Given information:
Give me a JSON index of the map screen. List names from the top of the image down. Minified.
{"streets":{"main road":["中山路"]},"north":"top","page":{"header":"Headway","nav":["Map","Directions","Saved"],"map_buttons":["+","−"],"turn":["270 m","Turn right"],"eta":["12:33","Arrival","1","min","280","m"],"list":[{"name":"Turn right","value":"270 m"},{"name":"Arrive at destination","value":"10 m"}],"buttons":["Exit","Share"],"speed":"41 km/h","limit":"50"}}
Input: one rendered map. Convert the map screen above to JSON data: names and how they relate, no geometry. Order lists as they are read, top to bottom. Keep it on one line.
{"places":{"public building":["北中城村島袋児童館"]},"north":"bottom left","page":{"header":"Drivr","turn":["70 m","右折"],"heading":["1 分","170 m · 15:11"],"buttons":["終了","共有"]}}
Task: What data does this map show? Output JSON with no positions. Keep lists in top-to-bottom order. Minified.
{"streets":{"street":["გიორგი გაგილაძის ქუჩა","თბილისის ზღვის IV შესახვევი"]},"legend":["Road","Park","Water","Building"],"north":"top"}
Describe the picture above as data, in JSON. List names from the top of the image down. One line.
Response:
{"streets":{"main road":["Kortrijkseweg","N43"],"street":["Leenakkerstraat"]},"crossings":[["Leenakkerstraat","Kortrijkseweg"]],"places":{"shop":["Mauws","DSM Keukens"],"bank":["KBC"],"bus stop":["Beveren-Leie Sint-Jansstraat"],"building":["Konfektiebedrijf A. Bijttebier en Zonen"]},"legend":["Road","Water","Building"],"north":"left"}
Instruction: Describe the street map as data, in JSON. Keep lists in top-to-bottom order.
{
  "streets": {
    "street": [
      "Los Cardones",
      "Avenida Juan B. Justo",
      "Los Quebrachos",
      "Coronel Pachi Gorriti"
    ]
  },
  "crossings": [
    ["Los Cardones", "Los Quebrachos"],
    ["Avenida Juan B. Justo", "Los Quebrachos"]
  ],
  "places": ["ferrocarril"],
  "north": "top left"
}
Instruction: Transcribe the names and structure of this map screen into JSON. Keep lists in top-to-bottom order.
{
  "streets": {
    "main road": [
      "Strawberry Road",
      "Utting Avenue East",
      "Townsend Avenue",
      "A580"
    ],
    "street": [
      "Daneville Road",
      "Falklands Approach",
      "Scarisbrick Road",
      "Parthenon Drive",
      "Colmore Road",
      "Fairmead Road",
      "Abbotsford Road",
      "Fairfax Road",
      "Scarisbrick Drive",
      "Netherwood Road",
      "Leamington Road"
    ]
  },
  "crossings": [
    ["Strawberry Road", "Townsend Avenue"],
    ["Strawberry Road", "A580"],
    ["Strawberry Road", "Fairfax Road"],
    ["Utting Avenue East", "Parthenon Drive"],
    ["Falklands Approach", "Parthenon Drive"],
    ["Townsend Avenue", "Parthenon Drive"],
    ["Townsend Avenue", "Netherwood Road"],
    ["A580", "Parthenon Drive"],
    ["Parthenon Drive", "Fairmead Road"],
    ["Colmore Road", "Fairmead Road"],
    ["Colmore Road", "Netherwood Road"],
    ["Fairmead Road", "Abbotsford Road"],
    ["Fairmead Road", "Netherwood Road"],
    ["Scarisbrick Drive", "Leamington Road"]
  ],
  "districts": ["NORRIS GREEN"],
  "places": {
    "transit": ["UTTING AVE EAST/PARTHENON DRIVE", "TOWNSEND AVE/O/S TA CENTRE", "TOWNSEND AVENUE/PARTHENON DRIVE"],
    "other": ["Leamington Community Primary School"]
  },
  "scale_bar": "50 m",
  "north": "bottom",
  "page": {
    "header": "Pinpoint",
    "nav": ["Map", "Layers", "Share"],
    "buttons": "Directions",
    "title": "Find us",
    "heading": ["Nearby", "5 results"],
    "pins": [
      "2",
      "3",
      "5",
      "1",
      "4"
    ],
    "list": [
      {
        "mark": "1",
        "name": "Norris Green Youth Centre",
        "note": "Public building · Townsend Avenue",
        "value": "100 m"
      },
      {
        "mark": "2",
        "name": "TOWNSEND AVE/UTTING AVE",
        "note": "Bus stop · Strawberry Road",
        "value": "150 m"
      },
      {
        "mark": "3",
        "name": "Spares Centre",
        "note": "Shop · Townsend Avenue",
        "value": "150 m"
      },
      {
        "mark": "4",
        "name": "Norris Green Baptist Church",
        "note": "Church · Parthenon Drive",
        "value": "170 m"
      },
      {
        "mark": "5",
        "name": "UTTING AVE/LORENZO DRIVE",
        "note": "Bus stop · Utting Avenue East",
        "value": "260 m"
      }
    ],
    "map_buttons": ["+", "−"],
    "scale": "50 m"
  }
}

Assignment: A verbatim copy of every record is what you should return.

Answer space:
Give me a JSON index of the map screen. List names from the top of the image down. Minified.
{"streets":{"main road":["中山路"]},"north":"top","page":{"header":"Headway","nav":["Map","Directions","Saved"],"map_buttons":["+","−"],"turn":["270 m","Turn right"],"eta":["12:33","Arrival","1","min","280","m"],"list":[{"name":"Turn right","value":"270 m"},{"name":"Arrive at destination","value":"10 m"}],"buttons":["Exit","Share"],"speed":"41 km/h","limit":"50"}}
Input: one rendered map. Convert the map screen above to JSON data: names and how they relate, no geometry. Order lists as they are read, top to bottom. Keep it on one line.
{"places":{"public building":["北中城村島袋児童館"]},"north":"bottom left","page":{"header":"Drivr","turn":["70 m","右折"],"heading":["1 分","170 m · 15:11"],"buttons":["終了","共有"]}}
Task: What data does this map show? Output JSON with no positions. Keep lists in top-to-bottom order. Minified.
{"streets":{"street":["გიორგი გაგილაძის ქუჩა","თბილისის ზღვის IV შესახვევი"]},"legend":["Road","Park","Water","Building"],"north":"top"}
Describe the picture above as data, in JSON. List names from the top of the image down. One line.
Response:
{"streets":{"main road":["Kortrijkseweg","N43"],"street":["Leenakkerstraat"]},"crossings":[["Leenakkerstraat","Kortrijkseweg"]],"places":{"shop":["Mauws","DSM Keukens"],"bank":["KBC"],"bus stop":["Beveren-Leie Sint-Jansstraat"],"building":["Konfektiebedrijf A. Bijttebier en Zonen"]},"legend":["Road","Water","Building"],"north":"left"}
Instruction: Describe the street map as data, in JSON. Keep lists in top-to-bottom order.
{
  "streets": {
    "street": [
      "Los Cardones",
      "Avenida Juan B. Justo",
      "Los Quebrachos",
      "Coronel Pachi Gorriti"
    ]
  },
  "crossings": [
    ["Los Cardones", "Los Quebrachos"],
    ["Avenida Juan B. Justo", "Los Quebrachos"]
  ],
  "places": ["ferrocarril"],
  "north": "top left"
}
Instruction: Transcribe the names and structure of this map screen into JSON. Keep lists in top-to-bottom order.
{
  "streets": {
    "main road": [
      "Strawberry Road",
      "Utting Avenue East",
      "Townsend Avenue",
      "A580"
    ],
    "street": [
      "Daneville Road",
      "Falklands Approach",
      "Scarisbrick Road",
      "Parthenon Drive",
      "Colmore Road",
      "Fairmead Road",
      "Abbotsford Road",
      "Fairfax Road",
      "Scarisbrick Drive",
      "Netherwood Road",
      "Leamington Road"
    ]
  },
  "crossings": [
    ["Strawberry Road", "Townsend Avenue"],
    ["Strawberry Road", "A580"],
    ["Strawberry Road", "Fairfax Road"],
    ["Utting Avenue East", "Parthenon Drive"],
    ["Falklands Approach", "Parthenon Drive"],
    ["Townsend Avenue", "Parthenon Drive"],
    ["Townsend Avenue", "Netherwood Road"],
    ["A580", "Parthenon Drive"],
    ["Parthenon Drive", "Fairmead Road"],
    ["Colmore Road", "Fairmead Road"],
    ["Colmore Road", "Netherwood Road"],
    ["Fairmead Road", "Abbotsford Road"],
    ["Fairmead Road", "Netherwood Road"],
    ["Scarisbrick Drive", "Leamington Road"]
  ],
  "districts": ["NORRIS GREEN"],
  "places": {
    "transit": ["UTTING AVE EAST/PARTHENON DRIVE", "TOWNSEND AVE/O/S TA CENTRE", "TOWNSEND AVENUE/PARTHENON DRIVE"],
    "other": ["Leamington Community Primary School"]
  },
  "scale_bar": "50 m",
  "north": "bottom",
  "page": {
    "header": "Pinpoint",
    "nav": ["Map", "Layers", "Share"],
    "buttons": "Directions",
    "title": "Find us",
    "heading": ["Nearby", "5 results"],
    "pins": [
      "2",
      "3",
      "5",
      "1",
      "4"
    ],
    "list": [
      {
        "mark": "1",
        "name": "Norris Green Youth Centre",
        "note": "Public building · Townsend Avenue",
        "value": "100 m"
      },
      {
        "mark": "2",
        "name": "TOWNSEND AVE/UTTING AVE",
        "note": "Bus stop · Strawberry Road",
        "value": "150 m"
      },
      {
        "mark": "3",
        "name": "Spares Centre",
        "note": "Shop · Townsend Avenue",
        "value": "150 m"
      },
      {
        "mark": "4",
        "name": "Norris Green Baptist Church",
        "note": "Church · Parthenon Drive",
        "value": "170 m"
      },
      {
        "mark": "5",
        "name": "UTTING AVE/LORENZO DRIVE",
        "note": "Bus stop · Utting Avenue East",
        "value": "260 m"
      }
    ],
    "map_buttons": ["+", "−"],
    "scale": "50 m"
  }
}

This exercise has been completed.